Pode-se imaginar que a abolição da escravidão representaria uma melhora significativa na vida dos negros que viviam aqui, porém não foi isso que aconteceu. Após a abolição da escravidão, não houve nenhum esforço por parte das autoridades para inserir os negros na sociedade brassileira. Igreja, Estado e nobres se eximiram da responsabilidade de fazer algo pelos negros que também faziam parte da sociedade brasileira.
Para piorar, os negros foram excluídos até do trabalho braçal. Se, enquanto escravos, eles trabalhavam nas lavouras e na manutenção das grandes propriedades, com a abolição, eles foram jogados fora ao serem substituídos por trabalhadores estrangeiros.
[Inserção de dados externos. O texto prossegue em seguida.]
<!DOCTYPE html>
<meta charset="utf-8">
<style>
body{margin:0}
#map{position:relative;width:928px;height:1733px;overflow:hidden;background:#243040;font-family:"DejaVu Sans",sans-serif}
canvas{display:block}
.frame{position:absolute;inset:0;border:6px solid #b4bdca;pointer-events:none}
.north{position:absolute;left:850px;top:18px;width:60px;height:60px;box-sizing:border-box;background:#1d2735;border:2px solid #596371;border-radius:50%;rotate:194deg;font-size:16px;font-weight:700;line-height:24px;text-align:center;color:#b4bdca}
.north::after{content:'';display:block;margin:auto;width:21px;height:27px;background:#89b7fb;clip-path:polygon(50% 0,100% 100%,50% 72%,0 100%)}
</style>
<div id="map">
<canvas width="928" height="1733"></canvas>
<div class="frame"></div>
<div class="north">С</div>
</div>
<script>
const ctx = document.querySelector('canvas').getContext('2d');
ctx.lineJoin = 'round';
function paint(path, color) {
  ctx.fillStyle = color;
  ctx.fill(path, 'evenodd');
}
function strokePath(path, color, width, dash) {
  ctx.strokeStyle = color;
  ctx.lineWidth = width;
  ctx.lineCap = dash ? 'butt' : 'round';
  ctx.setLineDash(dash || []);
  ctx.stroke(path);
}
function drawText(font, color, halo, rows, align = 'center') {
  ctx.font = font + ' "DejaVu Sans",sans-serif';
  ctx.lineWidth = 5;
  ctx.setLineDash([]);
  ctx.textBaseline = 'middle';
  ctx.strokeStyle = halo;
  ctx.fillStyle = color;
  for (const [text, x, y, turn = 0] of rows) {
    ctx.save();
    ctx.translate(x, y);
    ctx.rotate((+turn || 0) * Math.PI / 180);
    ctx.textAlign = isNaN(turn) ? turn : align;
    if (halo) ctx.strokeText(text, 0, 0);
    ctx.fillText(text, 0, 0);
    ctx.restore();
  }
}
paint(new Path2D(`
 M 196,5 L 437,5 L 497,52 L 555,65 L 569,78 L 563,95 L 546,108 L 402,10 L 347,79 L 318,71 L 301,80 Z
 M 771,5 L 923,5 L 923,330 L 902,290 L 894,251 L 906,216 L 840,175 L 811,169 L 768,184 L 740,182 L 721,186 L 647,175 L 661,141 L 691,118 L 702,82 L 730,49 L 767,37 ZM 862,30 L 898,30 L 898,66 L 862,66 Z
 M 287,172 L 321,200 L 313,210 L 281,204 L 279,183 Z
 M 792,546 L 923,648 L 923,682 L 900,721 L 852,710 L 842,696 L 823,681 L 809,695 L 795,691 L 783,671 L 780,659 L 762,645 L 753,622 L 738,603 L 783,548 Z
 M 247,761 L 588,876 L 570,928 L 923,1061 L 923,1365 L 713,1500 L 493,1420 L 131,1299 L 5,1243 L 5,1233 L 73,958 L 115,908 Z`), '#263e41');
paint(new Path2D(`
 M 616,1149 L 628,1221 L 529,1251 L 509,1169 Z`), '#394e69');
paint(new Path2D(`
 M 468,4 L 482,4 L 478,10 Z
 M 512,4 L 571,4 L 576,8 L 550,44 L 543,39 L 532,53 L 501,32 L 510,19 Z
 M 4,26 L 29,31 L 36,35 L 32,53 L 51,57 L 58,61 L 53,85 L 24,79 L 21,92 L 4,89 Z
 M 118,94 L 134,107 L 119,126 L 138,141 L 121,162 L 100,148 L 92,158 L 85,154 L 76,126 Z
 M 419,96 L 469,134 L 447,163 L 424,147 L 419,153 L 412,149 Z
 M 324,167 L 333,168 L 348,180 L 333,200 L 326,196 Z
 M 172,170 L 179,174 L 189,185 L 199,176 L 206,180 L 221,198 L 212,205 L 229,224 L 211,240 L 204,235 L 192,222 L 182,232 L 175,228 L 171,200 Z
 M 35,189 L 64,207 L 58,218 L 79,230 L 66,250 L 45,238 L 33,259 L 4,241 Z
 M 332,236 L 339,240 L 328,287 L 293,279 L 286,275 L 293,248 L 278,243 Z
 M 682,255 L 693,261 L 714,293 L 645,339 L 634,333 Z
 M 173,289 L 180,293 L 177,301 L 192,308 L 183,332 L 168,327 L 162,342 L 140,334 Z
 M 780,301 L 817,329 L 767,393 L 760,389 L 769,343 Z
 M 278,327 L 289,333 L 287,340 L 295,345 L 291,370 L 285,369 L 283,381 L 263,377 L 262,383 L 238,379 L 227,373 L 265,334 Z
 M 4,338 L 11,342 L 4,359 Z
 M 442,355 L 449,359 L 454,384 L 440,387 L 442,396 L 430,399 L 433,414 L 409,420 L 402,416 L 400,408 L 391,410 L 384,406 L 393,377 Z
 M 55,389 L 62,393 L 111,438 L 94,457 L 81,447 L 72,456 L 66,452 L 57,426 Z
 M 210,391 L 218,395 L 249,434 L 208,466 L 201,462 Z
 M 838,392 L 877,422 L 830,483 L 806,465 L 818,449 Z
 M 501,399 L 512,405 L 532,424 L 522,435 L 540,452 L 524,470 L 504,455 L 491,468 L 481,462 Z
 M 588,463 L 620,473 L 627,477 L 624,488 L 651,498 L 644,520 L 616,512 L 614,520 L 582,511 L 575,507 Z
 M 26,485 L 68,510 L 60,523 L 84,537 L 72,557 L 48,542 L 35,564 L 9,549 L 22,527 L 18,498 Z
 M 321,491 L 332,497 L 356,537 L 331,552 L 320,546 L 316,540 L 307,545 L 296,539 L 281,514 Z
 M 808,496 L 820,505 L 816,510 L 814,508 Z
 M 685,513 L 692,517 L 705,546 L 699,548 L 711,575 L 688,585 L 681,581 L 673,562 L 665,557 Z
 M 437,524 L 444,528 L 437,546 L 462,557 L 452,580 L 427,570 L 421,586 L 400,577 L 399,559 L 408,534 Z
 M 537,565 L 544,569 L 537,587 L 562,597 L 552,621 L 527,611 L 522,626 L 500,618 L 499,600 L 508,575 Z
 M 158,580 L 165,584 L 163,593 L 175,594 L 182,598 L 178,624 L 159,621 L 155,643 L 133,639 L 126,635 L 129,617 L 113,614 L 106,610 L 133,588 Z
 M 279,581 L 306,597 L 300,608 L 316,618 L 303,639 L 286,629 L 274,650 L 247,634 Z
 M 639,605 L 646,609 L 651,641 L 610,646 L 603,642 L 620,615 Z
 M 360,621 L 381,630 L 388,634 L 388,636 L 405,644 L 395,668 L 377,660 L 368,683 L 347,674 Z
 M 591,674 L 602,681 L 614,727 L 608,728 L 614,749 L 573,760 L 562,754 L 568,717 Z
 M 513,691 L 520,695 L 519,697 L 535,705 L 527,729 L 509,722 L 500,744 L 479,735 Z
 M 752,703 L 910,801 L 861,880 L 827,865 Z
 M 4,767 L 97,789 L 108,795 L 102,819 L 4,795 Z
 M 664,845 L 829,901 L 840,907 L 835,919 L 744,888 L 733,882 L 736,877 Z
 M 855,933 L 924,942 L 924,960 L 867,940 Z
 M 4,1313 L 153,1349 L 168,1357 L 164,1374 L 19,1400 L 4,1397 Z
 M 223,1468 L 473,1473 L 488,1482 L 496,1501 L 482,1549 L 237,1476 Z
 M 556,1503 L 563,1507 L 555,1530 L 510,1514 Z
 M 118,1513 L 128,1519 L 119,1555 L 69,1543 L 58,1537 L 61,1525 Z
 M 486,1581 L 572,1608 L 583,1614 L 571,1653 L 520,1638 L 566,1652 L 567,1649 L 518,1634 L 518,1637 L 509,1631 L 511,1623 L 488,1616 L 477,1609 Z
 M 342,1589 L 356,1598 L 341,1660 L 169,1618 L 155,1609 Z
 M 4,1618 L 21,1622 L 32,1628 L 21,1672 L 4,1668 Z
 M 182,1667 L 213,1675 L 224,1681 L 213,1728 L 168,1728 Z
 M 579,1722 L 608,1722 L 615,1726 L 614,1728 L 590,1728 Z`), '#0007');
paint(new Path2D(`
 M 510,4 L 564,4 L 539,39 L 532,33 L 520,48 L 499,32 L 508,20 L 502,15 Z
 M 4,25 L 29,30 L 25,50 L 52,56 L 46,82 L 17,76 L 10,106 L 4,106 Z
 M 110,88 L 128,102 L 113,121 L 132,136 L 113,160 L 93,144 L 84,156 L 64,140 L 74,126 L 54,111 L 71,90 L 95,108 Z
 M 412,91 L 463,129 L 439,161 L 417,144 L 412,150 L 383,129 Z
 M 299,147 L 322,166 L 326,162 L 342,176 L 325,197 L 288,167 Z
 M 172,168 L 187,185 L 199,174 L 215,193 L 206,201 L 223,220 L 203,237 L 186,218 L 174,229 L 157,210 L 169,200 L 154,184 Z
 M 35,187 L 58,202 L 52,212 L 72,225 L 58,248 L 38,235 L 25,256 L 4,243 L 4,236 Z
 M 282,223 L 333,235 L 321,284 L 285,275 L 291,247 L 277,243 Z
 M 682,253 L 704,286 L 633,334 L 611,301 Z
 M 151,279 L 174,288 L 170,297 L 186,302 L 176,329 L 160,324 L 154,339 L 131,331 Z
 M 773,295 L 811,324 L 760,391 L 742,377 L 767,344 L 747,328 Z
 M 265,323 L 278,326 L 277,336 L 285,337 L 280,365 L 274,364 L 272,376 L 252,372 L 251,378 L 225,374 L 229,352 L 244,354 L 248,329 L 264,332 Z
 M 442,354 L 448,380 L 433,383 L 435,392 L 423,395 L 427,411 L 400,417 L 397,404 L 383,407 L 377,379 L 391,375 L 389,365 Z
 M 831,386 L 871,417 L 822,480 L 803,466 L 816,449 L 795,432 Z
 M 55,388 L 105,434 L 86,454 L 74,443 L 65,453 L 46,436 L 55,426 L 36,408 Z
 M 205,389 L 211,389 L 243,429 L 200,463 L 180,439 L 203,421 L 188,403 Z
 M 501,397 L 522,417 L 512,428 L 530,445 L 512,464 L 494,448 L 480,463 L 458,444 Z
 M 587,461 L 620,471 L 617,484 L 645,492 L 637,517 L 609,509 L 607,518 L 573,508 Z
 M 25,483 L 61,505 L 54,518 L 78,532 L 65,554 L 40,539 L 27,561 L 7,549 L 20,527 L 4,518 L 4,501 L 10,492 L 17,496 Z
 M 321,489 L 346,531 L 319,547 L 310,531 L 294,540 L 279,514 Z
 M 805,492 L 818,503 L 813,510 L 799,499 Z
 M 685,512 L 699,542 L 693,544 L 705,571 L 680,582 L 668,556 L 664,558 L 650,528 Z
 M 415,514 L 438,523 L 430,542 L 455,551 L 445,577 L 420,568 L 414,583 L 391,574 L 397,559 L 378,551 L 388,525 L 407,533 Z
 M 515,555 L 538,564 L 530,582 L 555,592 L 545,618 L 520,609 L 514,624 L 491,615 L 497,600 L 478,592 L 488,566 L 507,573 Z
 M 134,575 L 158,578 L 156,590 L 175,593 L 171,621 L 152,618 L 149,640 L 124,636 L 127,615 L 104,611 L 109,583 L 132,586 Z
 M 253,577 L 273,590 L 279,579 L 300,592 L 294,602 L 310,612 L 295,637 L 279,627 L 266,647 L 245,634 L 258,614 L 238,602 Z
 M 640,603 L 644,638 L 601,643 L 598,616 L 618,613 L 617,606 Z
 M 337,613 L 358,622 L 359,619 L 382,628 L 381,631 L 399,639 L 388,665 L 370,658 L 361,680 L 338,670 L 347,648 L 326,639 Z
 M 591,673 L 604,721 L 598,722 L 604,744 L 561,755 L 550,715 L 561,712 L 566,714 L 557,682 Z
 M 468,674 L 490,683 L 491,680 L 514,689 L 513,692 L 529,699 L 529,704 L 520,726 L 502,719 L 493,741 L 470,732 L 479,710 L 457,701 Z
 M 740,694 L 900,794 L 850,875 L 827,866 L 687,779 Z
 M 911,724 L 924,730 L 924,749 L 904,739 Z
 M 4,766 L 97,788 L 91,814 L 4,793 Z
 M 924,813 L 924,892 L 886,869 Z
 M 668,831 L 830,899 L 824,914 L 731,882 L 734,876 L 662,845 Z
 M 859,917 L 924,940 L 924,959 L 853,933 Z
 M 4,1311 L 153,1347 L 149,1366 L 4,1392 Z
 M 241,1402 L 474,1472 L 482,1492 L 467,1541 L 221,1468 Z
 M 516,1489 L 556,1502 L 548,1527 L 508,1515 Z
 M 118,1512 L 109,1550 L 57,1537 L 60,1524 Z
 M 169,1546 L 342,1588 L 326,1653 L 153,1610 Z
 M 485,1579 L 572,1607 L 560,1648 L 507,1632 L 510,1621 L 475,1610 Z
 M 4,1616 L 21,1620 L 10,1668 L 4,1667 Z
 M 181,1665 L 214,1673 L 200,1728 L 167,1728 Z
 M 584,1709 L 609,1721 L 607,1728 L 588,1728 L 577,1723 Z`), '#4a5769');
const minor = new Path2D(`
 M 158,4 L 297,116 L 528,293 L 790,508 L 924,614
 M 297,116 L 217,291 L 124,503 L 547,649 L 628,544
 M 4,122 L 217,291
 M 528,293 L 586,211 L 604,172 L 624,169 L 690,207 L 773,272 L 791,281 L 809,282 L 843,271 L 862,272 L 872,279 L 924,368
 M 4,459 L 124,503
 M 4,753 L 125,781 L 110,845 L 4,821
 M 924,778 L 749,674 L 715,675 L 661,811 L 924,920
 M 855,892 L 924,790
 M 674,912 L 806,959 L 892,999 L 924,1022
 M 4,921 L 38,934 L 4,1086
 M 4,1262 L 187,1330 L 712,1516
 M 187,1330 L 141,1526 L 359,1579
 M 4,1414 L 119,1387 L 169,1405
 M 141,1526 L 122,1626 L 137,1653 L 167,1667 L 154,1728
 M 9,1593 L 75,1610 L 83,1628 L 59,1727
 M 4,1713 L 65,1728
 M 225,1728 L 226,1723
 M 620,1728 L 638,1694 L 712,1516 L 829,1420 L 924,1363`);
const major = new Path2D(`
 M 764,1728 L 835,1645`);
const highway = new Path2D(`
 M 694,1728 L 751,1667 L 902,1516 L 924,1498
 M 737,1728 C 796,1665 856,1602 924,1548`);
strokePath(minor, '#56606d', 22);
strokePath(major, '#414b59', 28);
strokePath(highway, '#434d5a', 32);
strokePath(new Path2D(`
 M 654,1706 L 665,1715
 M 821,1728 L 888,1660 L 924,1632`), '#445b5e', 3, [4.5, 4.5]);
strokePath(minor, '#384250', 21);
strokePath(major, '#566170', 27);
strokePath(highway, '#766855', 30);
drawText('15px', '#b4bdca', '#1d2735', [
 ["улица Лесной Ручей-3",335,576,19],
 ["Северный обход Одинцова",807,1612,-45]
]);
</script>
Os negros começaram a trabalhar em regime de escravidão aqui no Brasil, porque os padres jesuítas se posicionaram contra a exploração dos índios. Os negros eram tratados de maneira desumana desde a sua captura. Eles eram transportados para o Brasil em navios (chamados navios negreiros) sob condições insalubres.
Após desembarcarem aqui, eram tratados como mercadorias e comprados por fazendeiros e senhores de engenho. Esses, assim como aqueles que capturavam os negros, os tratavam mal e, muitas vezes, usavam a violência para mostrar sua autoridade.